Я определенно начинала понимать. Проглотила миндаль и запила его глотком вина — сладкого и острого — а Амалия продолжала:
— Тот, кто знает о Первом Пределе и его силе, может вызвать через него Испорченных. Наш долг здесь — защитить Предел от тех, кто попытается. Вызов даже одного из них через разрыв может быть разрушительным для этого мира.
— Эти… Испорченные, — уточнил Вайят. — Может ли их контролировать вызывающий?
— Они неуправляемы — существа чистой жажды и потребления. Как только Испорченный входит в тело своего носителя, он освобождается, и носителя больше не существует.
— Носитель?
— Испорченные не имеют физической формы на другой стороне. Это энергия и эмоции. Частью призыва является предоставление носителя.
Я уронила свой кубок. Он с грохотом упал на стол, разбрызгивая темно-бордовую жидкость по моему платью, но мне было всё равно.
— Вот оно, — осенило меня.
— В чём дело, Эви? — Вайят встал. Встревоженный.
— Всё это, Вайят. Товин, вампиры, моя смерть, твой отказ от свободной воли — ради этого они и держали нас в плену. Теперь всё это обретает смысл.
Вайят нахмурился, не понимая. Я обратилась за помощью к Амалии, и она глубокомысленно кивнула. Она знала это с самого начала; и только ждала, когда мы сами всё выясним. Будь она проклята и благословенна за это.

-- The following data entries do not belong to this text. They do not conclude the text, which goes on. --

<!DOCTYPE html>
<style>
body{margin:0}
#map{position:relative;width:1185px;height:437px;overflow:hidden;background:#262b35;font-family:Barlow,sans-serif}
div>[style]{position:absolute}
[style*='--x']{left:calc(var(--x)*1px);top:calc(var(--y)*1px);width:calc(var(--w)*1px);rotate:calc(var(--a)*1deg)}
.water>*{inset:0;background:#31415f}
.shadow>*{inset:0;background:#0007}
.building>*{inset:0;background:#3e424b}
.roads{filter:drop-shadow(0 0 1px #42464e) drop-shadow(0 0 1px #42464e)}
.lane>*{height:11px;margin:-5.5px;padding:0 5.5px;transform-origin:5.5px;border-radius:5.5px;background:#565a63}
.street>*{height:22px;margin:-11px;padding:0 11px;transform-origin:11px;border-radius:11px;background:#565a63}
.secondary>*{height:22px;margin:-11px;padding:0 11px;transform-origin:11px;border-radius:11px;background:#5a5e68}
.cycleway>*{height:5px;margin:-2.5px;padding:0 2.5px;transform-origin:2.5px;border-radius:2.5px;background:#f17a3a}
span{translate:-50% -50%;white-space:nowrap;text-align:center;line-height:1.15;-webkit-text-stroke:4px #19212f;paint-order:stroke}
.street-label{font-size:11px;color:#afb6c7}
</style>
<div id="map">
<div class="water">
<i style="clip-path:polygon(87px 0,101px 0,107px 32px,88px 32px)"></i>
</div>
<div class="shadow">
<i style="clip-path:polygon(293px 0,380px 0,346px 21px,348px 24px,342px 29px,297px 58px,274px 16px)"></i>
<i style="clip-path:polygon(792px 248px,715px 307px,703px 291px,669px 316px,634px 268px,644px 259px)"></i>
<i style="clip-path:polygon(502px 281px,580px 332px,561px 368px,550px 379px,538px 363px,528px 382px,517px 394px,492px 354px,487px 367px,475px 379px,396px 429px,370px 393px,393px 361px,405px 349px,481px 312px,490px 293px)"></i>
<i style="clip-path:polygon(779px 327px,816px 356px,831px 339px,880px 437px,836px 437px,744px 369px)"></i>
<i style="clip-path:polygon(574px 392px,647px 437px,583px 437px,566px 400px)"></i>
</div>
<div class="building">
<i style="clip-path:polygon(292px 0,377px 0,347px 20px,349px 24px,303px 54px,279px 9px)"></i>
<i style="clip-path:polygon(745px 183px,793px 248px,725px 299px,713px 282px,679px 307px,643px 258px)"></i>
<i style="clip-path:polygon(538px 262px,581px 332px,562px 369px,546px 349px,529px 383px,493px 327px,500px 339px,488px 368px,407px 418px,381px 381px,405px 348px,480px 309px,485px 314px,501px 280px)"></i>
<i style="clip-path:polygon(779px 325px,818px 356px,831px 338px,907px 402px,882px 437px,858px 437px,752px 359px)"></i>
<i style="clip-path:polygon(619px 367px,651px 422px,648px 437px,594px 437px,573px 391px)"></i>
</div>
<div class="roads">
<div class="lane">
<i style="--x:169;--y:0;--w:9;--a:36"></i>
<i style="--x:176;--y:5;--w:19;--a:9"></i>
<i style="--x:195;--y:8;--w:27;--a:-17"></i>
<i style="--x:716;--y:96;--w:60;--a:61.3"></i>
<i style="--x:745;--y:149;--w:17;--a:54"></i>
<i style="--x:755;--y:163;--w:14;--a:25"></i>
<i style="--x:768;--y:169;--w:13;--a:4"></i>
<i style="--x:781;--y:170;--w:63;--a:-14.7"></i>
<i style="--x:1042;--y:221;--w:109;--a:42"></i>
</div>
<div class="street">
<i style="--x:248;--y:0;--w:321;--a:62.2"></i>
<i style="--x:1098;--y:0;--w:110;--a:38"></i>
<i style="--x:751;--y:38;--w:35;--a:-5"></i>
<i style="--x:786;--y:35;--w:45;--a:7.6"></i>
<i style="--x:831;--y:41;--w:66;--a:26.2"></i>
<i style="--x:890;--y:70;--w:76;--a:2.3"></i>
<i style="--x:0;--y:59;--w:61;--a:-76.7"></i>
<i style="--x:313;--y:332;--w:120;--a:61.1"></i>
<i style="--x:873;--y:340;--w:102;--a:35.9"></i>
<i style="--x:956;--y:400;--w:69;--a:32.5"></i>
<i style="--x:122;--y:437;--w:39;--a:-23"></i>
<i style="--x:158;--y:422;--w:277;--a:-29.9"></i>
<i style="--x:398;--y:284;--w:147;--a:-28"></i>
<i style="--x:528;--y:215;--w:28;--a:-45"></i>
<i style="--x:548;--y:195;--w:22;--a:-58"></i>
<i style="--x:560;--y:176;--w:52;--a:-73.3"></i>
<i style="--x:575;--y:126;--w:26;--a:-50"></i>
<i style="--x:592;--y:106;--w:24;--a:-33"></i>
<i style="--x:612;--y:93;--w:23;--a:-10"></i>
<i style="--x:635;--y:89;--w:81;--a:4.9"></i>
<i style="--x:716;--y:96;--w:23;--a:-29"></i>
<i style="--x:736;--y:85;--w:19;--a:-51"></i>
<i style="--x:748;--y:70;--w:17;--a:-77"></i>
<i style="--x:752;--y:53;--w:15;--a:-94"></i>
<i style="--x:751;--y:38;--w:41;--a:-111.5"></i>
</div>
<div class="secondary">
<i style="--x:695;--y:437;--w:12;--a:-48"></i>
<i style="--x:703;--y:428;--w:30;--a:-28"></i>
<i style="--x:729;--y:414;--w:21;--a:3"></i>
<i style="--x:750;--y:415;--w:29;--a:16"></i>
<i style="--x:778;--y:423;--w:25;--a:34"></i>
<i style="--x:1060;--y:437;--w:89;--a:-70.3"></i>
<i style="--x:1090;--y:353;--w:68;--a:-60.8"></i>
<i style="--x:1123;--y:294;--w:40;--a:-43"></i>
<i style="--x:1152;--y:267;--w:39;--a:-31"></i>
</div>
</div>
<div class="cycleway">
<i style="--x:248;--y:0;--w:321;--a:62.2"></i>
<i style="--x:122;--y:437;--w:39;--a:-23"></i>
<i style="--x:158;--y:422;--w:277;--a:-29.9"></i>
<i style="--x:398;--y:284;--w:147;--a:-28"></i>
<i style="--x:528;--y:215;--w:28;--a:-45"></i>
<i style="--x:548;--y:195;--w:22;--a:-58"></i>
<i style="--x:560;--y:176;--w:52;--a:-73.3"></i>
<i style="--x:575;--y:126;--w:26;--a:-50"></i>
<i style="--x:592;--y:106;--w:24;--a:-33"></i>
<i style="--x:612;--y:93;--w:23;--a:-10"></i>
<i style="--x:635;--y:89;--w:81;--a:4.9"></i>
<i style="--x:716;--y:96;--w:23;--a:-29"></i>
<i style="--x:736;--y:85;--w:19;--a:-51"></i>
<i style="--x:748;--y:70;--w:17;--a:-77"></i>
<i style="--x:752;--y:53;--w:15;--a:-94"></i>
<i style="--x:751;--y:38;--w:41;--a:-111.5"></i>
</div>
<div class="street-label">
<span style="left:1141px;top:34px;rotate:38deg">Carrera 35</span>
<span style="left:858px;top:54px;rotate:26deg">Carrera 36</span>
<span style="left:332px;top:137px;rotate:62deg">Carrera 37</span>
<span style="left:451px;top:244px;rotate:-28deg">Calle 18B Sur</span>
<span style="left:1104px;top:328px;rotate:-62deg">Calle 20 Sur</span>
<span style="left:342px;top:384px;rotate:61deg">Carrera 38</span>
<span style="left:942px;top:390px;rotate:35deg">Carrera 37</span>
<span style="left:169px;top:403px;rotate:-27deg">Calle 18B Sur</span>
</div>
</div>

— Товин хочет власти, а это значит, что он должен обеспечить свое превосходство, — объяснила я. — Что может быть лучше, чем вызвать демона, чтобы он овладел человеком, свободную волю которого Товин уже контролирует? У него будет смертельное оружие, которое не сможет ослушаться.
Я слышала выражение «кровь отхлынула от лица», но никогда не наблюдала его воочию. Кровь сошла с лица Вайята, оставив его смертельно бледным. Черные глаза мерцали, резко контрастируя с бледностью кожи. Даже его губы побелели, когда он сжал их вместе. Ноздри раздулись, он стиснул челюсти так сильно, что я подумала, что он сейчас сломает зубы.
— Мы уверены, что это его план, — подтвердила Амалия.
Её слова, казалось, ускользнули от Вайята. Он уставился на стол, руки на коленях, всё тело напряженно. Я вскочила на ноги и оказалась рядом с ним, прежде чем заметила движение. Он дрожал от напряжения, может быть, даже от страха. У демона будут его силы, а также его тело.
Коснулась его плеча. Он дернулся, как ужаленный. Повернула его лицо к себе. Он избегал зрительного контакта, глядя куда угодно, только не на меня.
— Вайят, — попросила я. — Посмотри на меня, черт тебя побери!
Он послушался. Напряжение немного спало, но Вайят оставался бледным и дрожащим. Его глаза походили на обсидиановые лужи, бесконечные и полные неуверенности. Я никогда не видела его таким уязвимым, даже когда умерла в первый раз.
Мое сердце бешено колотилось. Потому что, сидя рядом с ним, в поворотный момент всей этой долбаной тайны, я наконец вспомнила свою смерть.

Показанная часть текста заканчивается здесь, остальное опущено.